Implementation:Microsoft Onnxruntime CUDA GradientControl
| Knowledge Sources | |
|---|---|
| Domains | Training, CUDA_Kernels |
| Last Updated | 2026-02-10 04:00 GMT |
Overview
Concrete tool for gradient accumulation and zeroing operations in the ONNX Runtime CUDA training framework.
Description
Implements three gradient control operators for CUDA: (1) ZeroGradient zeros out gradient tensors in-place using cudaMemsetAsync, registered for float and MLFloat16; (2) InPlaceAccumulator accumulates gradients in-place by adding a gradient tensor to an existing buffer using InPlaceAccumulatorImpl, with an optional do_update CPU boolean to skip accumulation during gradient accumulation steps.
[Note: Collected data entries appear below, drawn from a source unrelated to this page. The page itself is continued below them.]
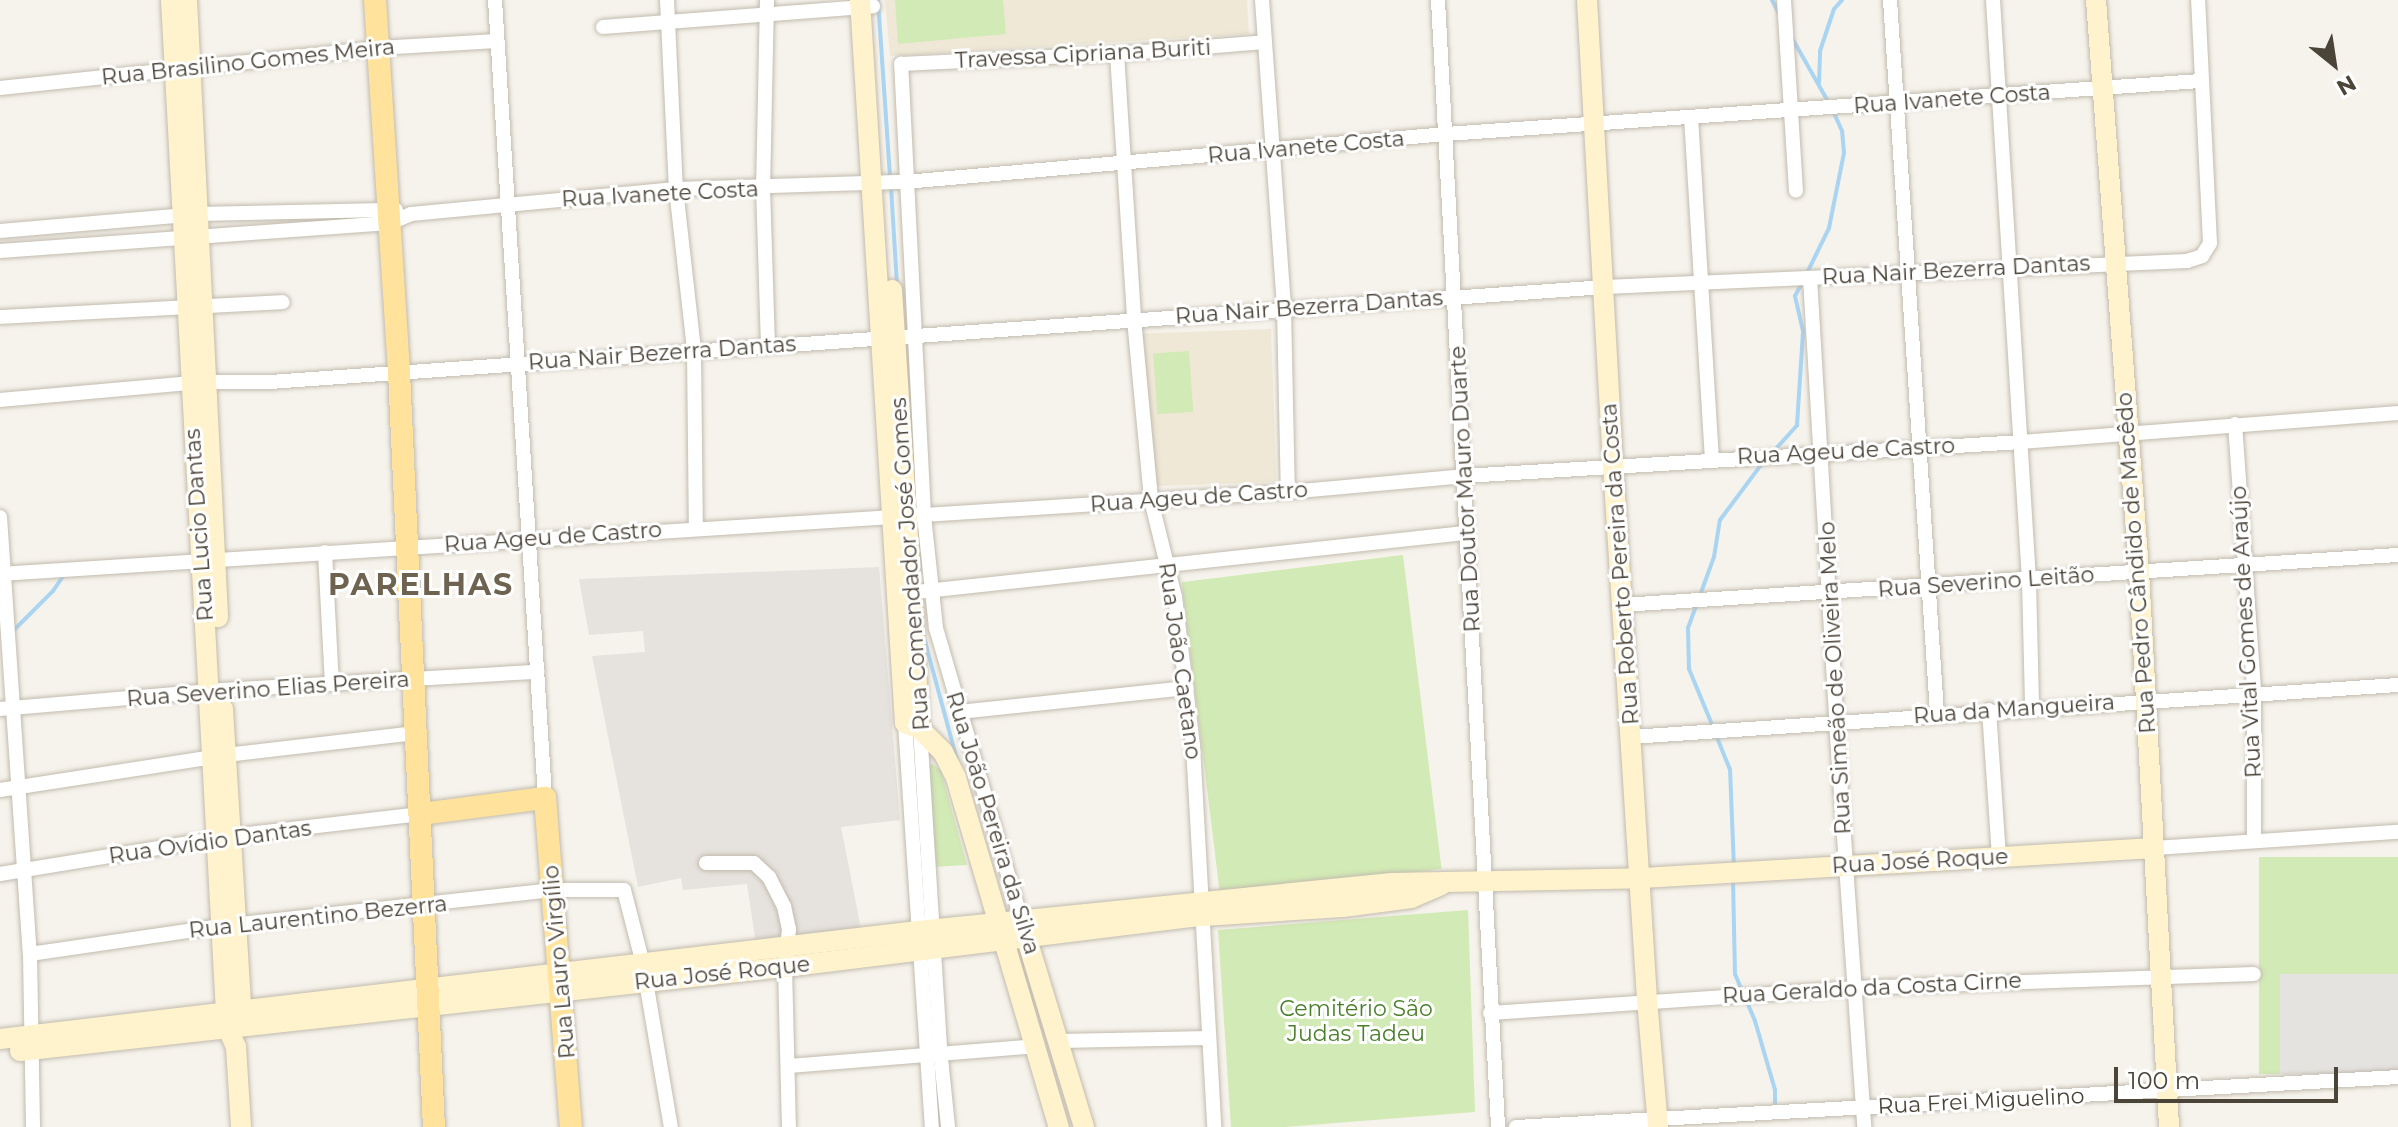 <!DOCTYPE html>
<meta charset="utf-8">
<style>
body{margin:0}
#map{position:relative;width:2398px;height:1127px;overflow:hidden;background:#f6f3ec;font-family:Montserrat,sans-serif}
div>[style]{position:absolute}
.industrial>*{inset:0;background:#e6e2dd}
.education>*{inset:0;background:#efe8d6;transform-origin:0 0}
.green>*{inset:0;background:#d2eab5;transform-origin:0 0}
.parking>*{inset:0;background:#e5e3e0;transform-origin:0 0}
.stream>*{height:4px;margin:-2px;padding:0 2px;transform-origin:2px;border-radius:2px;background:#a9d4f2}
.roads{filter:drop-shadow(0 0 2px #c2bbae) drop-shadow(0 0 2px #c2bbae)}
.street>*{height:14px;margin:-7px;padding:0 7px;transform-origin:7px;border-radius:7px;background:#fff}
.secondary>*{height:20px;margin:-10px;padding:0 10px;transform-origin:10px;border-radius:10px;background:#fff3cd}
.primary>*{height:22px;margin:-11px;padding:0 11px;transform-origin:11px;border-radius:11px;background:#ffe39c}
span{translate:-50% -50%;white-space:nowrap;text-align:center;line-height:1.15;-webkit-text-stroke:6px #fff;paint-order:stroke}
.street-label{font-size:22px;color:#4b4439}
.park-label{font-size:22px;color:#4a7f2a}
.district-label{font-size:30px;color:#6e6250;font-weight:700;letter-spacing:2px}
.north{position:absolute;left:2294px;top:24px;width:80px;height:80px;-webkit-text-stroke:6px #fff;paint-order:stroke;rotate:150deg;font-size:22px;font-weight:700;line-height:32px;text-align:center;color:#4b4439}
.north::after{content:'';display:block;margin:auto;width:28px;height:36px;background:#4b4439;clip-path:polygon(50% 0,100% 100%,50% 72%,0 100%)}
.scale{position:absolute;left:2114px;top:1067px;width:224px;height:36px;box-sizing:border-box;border:4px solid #4b4439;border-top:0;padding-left:10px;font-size:24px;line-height:28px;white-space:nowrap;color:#4b4439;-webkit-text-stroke:6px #fff;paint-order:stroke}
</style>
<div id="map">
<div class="industrial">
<i style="clip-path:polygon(879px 567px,900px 820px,841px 827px,862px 934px,756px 944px,747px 884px,683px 890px,681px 878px,638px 887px,592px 656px,645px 652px,643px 631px,589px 635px,579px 579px)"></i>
</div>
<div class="education">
<i style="clip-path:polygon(885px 0,1247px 0,1249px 34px,890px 56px)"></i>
<i style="left:1271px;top:329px;width:153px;height:128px;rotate:88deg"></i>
</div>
<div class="green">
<i style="clip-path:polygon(895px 0,1003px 0,1006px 34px,898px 44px)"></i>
<i style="left:1189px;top:351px;width:61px;height:36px;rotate:86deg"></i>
<i style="left:1403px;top:555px;width:316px;height:223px;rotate:83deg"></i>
<i style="clip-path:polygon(933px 764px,941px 771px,967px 865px,933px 867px,924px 766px)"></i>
<i style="left:2398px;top:857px;width:217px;height:139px;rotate:90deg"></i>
<i style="clip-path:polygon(1468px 910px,1475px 1112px,1285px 1127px,1231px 1127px,1218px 930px)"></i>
</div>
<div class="parking">
<i style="left:2398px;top:974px;width:100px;height:118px;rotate:90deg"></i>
</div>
<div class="stream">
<i style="left:878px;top:0;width:178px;rotate:86.1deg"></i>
<i style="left:1772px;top:0;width:18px;rotate:63deg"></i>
<i style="left:1792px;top:38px;width:75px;rotate:60.4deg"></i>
<i style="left:1819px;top:83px;width:32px;rotate:-88deg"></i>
<i style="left:1820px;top:51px;width:44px;rotate:-71.6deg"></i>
<i style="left:1834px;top:9px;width:12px;rotate:-48deg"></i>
<i style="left:891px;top:187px;width:99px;rotate:86.5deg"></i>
<i style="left:1807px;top:273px;width:50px;rotate:-63.9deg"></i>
<i style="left:1829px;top:228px;width:76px;rotate:-78.7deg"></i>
<i style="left:1844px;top:153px;width:22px;rotate:-95deg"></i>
<i style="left:1842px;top:131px;width:22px;rotate:-114deg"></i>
<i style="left:1773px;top:452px;width:36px;rotate:-48deg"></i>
<i style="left:1797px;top:425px;width:94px;rotate:-86.3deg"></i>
<i style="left:1803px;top:331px;width:36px;rotate:-103deg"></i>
<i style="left:1795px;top:296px;width:17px;rotate:-62deg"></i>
<i style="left:916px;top:570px;width:19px;rotate:87deg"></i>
<i style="left:13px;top:631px;width:57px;rotate:-45deg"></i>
<i style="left:53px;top:591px;width:18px;rotate:-56deg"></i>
<i style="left:923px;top:634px;width:131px;rotate:74.9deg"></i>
<i style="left:1713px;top:727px;width:63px;rotate:-112.5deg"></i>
<i style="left:1689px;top:669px;width:41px;rotate:-91.4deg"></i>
<i style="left:1688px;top:628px;width:76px;rotate:-69.9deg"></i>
<i style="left:1714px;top:557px;width:37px;rotate:-81deg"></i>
<i style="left:1720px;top:520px;width:74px;rotate:-53.3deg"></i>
<i style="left:1716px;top:735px;width:37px;rotate:68deg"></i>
<i style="left:1730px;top:769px;width:99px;rotate:87.7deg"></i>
<i style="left:1733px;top:880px;width:94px;rotate:88.8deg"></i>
<i style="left:1735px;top:974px;width:51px;rotate:66.9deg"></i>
<i style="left:1755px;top:1021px;width:72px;rotate:73.8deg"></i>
<i style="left:1775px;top:1090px;width:19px;rotate:90deg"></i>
</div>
<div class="roads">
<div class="street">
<i style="left:495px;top:0;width:800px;rotate:86.41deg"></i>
<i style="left:667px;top:0;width:189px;rotate:87.3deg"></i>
<i style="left:676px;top:189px;width:162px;rotate:83.6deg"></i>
<i style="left:694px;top:350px;width:178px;rotate:89.4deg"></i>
<i style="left:767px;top:0;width:187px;rotate:91.2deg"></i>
<i style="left:763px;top:187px;width:158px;rotate:88.2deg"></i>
<i style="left:1262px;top:0;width:309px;rotate:85.9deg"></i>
<i style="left:1284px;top:308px;width:184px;rotate:88.8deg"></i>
<i style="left:1438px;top:0;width:1129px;rotate:86.95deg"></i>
<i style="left:1784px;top:0;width:191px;rotate:86.4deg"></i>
<i style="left:1890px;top:0;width:716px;rotate:86.23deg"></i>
<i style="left:1993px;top:0;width:582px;rotate:86.45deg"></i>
<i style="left:2029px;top:581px;width:126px;rotate:88.6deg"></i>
<i style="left:603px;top:27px;width:271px;rotate:-4.4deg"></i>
<i style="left:1117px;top:54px;width:266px;rotate:86.3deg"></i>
<i style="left:1134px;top:319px;width:182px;rotate:84.6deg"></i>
<i style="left:1151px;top:500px;width:100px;rotate:76.1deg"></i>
<i style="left:1175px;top:597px;width:150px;rotate:83.1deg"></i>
<i style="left:1193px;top:746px;width:382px;rotate:86.8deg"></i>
<i style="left:0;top:88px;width:380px;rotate:-6deg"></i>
<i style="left:378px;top:48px;width:119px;rotate:-3.4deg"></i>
<i style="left:1691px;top:117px;width:342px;rotate:86.5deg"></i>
<i style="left:0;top:231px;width:199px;rotate:-4.9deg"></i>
<i style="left:198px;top:214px;width:198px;rotate:-1.2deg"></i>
<i style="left:0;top:251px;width:391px;rotate:-4.1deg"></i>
<i style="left:390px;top:223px;width:23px;rotate:-23deg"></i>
<i style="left:411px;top:214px;width:266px;rotate:-5.4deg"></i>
<i style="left:676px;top:189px;width:229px;rotate:-1.8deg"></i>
<i style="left:905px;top:182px;width:543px;rotate:-5.07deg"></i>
<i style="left:1446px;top:134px;width:756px;rotate:-4.02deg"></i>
<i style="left:1810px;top:278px;width:445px;rotate:86.6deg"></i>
<i style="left:1836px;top:722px;width:406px;rotate:86deg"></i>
<i style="left:0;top:317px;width:283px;rotate:-3deg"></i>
<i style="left:0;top:400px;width:201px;rotate:-5.1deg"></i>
<i style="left:200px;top:382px;width:70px"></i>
<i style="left:270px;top:382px;width:1338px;rotate:-4.07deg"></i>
<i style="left:1605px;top:287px;width:583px;rotate:-2.56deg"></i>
<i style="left:2187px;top:261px;width:16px;rotate:-18deg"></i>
<i style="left:2202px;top:256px;width:15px;rotate:-58deg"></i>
<i style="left:2210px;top:243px;width:243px;rotate:-92.8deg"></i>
<i style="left:2235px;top:424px;width:269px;rotate:85.9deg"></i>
<i style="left:2254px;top:692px;width:148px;rotate:90deg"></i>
<i style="left:0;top:517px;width:438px;rotate:86.1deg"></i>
<i style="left:30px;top:954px;width:173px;rotate:89deg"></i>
<i style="left:325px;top:552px;width:132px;rotate:87deg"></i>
<i style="left:0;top:574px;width:1303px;rotate:-3.65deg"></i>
<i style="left:1300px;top:491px;width:165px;rotate:-5.2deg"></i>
<i style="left:1464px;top:476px;width:558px;rotate:-3.49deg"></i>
<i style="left:2021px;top:442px;width:378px;rotate:-4.4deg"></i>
<i style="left:898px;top:594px;width:570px;rotate:-6.14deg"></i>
<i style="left:1622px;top:605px;width:778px;rotate:-3.69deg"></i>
<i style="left:0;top:709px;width:223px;rotate:-4.9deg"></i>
<i style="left:222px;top:690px;width:316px;rotate:-3.3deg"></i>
<i style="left:1989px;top:710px;width:146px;rotate:86.1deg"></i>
<i style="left:959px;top:712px;width:229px;rotate:-6deg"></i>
<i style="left:905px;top:723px;width:405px;rotate:86.2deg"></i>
<i style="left:920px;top:729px;width:321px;rotate:86.4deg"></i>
<i style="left:940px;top:1049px;width:78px;rotate:84.1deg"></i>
<i style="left:1631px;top:737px;width:769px;rotate:-3.88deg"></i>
<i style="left:0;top:790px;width:229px;rotate:-8.8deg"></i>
<i style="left:226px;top:755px;width:191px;rotate:-6.6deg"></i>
<i style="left:2154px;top:848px;width:245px;rotate:-3.8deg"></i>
<i style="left:706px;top:863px;width:48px"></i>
<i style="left:754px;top:863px;width:21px;rotate:43deg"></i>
<i style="left:769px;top:877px;width:33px;rotate:63deg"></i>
<i style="left:784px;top:906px;width:24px;rotate:78deg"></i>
<i style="left:789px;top:929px;width:38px;rotate:96deg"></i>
<i style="left:785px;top:967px;width:160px;rotate:88.6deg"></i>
<i style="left:0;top:874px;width:234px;rotate:-9.3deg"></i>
<i style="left:231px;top:836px;width:191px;rotate:-6.6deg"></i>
<i style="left:1024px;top:929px;width:314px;rotate:-106.3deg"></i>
<i style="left:936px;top:628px;width:114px;rotate:-96.1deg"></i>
<i style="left:924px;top:515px;width:452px;rotate:-92.9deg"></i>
<i style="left:901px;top:64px;width:216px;rotate:-2.7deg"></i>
<i style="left:1117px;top:54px;width:148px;rotate:-4.6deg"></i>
<i style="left:30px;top:954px;width:194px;rotate:-8.3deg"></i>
<i style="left:222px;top:926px;width:333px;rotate:-6.2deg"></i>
<i style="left:553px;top:890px;width:71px"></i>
<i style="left:624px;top:890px;width:76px;rotate:75.6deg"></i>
<i style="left:643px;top:964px;width:165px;rotate:80.3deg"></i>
<i style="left:1490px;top:1013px;width:365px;rotate:-3.9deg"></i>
<i style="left:1854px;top:988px;width:400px;rotate:-2deg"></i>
<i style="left:1060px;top:1041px;width:149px;rotate:-1.2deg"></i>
<i style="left:789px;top:1066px;width:247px;rotate:-4.6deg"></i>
<i style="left:1516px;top:1127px;width:883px;rotate:-3.24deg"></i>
</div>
<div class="secondary">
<i style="left:171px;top:0;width:1013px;rotate:86.89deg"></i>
<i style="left:226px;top:1012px;width:17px;rotate:83deg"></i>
<i style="left:228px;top:1029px;width:20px;rotate:66deg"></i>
<i style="left:236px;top:1047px;width:80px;rotate:86.4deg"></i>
<i style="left:187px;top:0;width:618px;rotate:87.12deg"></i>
<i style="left:860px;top:0;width:724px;rotate:86.44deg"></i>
<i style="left:905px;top:723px;width:16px;rotate:22deg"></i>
<i style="left:920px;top:729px;width:33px;rotate:45deg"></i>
<i style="left:943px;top:752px;width:29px;rotate:63deg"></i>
<i style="left:956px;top:778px;width:364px;rotate:73.6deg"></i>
<i style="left:1587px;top:0;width:466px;rotate:86.8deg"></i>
<i style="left:1613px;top:465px;width:536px;rotate:86.36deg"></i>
<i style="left:1647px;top:1000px;width:127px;rotate:85deg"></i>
<i style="left:2096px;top:0;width:573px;rotate:85.69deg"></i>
<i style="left:2139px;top:571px;width:557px;rotate:86.91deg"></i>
<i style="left:892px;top:290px;width:277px;rotate:86.3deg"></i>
<i style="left:912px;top:606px;width:123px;rotate:86.3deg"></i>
<i style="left:223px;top:709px;width:312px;rotate:86.5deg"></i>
<i style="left:1026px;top:936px;width:200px;rotate:73.1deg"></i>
<i style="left:0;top:1039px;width:924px;rotate:-6.71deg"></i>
<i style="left:918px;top:931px;width:476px;rotate:-5.8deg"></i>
<i style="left:1392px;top:883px;width:250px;rotate:-1.1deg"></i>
<i style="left:1642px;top:878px;width:513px;rotate:-3.35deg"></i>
<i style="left:20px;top:1051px;width:770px;rotate:-6.27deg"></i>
<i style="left:785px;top:967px;width:421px;rotate:-7deg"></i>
<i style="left:1203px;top:916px;width:140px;rotate:-3.7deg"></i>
<i style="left:1343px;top:907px;width:69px;rotate:-7.5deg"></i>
<i style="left:1411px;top:898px;width:33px;rotate:-23deg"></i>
</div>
<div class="primary">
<i style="left:375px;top:0;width:373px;rotate:86.3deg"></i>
<i style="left:399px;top:372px;width:756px;rotate:87.35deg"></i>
<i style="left:421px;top:814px;width:125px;rotate:-7.4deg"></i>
<i style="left:545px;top:798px;width:330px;rotate:85.5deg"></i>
</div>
</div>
<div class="street-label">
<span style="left:1083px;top:54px;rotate:-3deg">Travessa Cipriana Buriti</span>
<span style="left:248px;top:62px;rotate:-6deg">Rua Brasilino Gomes Meira</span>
<span style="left:1952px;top:99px;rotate:-4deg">Rua Ivanete Costa</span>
<span style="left:1306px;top:147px;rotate:-5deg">Rua Ivanete Costa</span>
<span style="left:660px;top:194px;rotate:-3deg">Rua Ivanete Costa</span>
<span style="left:1956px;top:270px;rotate:-3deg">Rua Nair Bezerra Dantas</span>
<span style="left:1309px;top:307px;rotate:-4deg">Rua Nair Bezerra Dantas</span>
<span style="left:662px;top:353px;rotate:-4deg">Rua Nair Bezerra Dantas</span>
<span style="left:1846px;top:451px;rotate:-3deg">Rua Ageu de Castro</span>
<span style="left:1465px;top:489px;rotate:-93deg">Rua Doutor Mauro Duarte</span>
<span style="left:1199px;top:497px;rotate:-4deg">Rua Ageu de Castro</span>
<span style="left:199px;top:525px;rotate:-94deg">Rua Lucio Dantas</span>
<span style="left:553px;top:537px;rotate:-4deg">Rua Ageu de Castro</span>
<span style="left:2136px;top:563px;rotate:-94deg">Rua Pedro Cândido de Macêdo</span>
<span style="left:910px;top:564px;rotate:-94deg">Rua Comendador José Gomes</span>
<span style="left:1620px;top:564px;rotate:-94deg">Rua Roberto Pereira da Costa</span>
<span style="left:1986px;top:582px;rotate:-4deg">Rua Severino Leitão</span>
<span style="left:2246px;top:632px;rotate:-93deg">Rua Vital Gomes de Araújo</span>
<span style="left:1180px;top:661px;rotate:82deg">Rua João Caetano</span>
<span style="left:1835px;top:678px;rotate:-93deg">Rua Simeão de Oliveira Melo</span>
<span style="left:268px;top:689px;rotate:-4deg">Rua Severino Elias Pereira</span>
<span style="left:2014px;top:709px;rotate:-4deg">Rua da Mangueira</span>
<span style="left:993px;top:823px;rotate:73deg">Rua João Pereira da Silva</span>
<span style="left:210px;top:842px;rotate:-8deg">Rua Ovídio Dantas</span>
<span style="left:1920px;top:861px;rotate:-3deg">Rua José Roque</span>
<span style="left:318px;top:917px;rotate:-6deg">Rua Laurentino Bezerra</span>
<span style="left:559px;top:962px;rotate:-95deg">Rua Lauro Virgílio</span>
<span style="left:722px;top:973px;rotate:-6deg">Rua José Roque</span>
<span style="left:1872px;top:988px;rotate:-3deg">Rua Geraldo da Costa Cirne</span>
<span style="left:1981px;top:1101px;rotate:-3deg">Rua Frei Miguelino</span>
</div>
<div class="park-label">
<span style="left:1356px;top:1021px">Cemitério São<br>Judas Tadeu</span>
</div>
<div class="district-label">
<span style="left:421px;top:585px">PARELHAS</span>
</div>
<div class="north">N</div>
<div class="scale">100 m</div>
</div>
Supports mixed-precision pairs (float/float, float/MLFloat16, MLFloat16/MLFloat16, MLFloat16/float, float/BFloat16, BFloat16/BFloat16, BFloat16/float); (3) InPlaceAccumulatorV2 extends accumulation with an overwrite mode that either replaces or adds to the buffer, with type casting when types differ (Impl_Cast), and outputs an updated flag on CPU. Both accumulator variants use in-place aliasing for efficiency.
Usage
Used during gradient accumulation in distributed training to aggregate gradients across micro-batches before applying the optimizer step.
Code Reference
Source Location
- Repository: Microsoft_Onnxruntime
- File: orttraining/orttraining/training_ops/cuda/optimizer/gradient_control.cc
- Lines: 1-157
Signature
template <typename T>
class ZeroGradient : public CudaKernel {
Status ComputeInternal(OpKernelContext* ctx) const;
};
template <typename T, typename T_GRAD>
class InPlaceAccumulator : public CudaKernel {
Status ComputeInternal(OpKernelContext* ctx) const;
};
template <typename T, typename T_GRAD>
class InPlaceAccumulatorV2 : public CudaKernel {
Status ComputeInternal(OpKernelContext* ctx) const;
};
Import
#include "orttraining/training_ops/cuda/optimizer/gradient_control.h"
I/O Contract
Inputs
| Name | Type | Required | Description |
|---|---|---|---|
| old_gradient/left_addee | Tensor(T) | Yes | Existing gradient buffer (aliased to output) |
| right_addee | Tensor(T_GRAD) | Yes | Gradient to accumulate (InPlaceAccumulator only) |
| do_update/overwrite | Tensor(bool) | No | Control flag (CPU memory) |
Outputs
| Name | Type | Description |
|---|---|---|
| output | Tensor(T) | Zeroed or accumulated gradient (in-place) |
| updated_flag | Tensor(bool) | Whether update occurred (InPlaceAccumulatorV2 only, CPU) |
Usage Examples
// ZeroGradient: zeros gradient buffer in-place
REGISTER_ZERO_GRADIENT_TYPED(float)
// InPlaceAccumulator: accumulates gradients with optional update control
REGISTER_IN_PLACE_TENSOR_ACCUMULATOR_TYPED(float, MLFloat16)
// InPlaceAccumulatorV2: accumulates with overwrite mode support
REGISTER_IN_PLACE_TENSOR_ACCUMULATORV2_TYPED(float, float)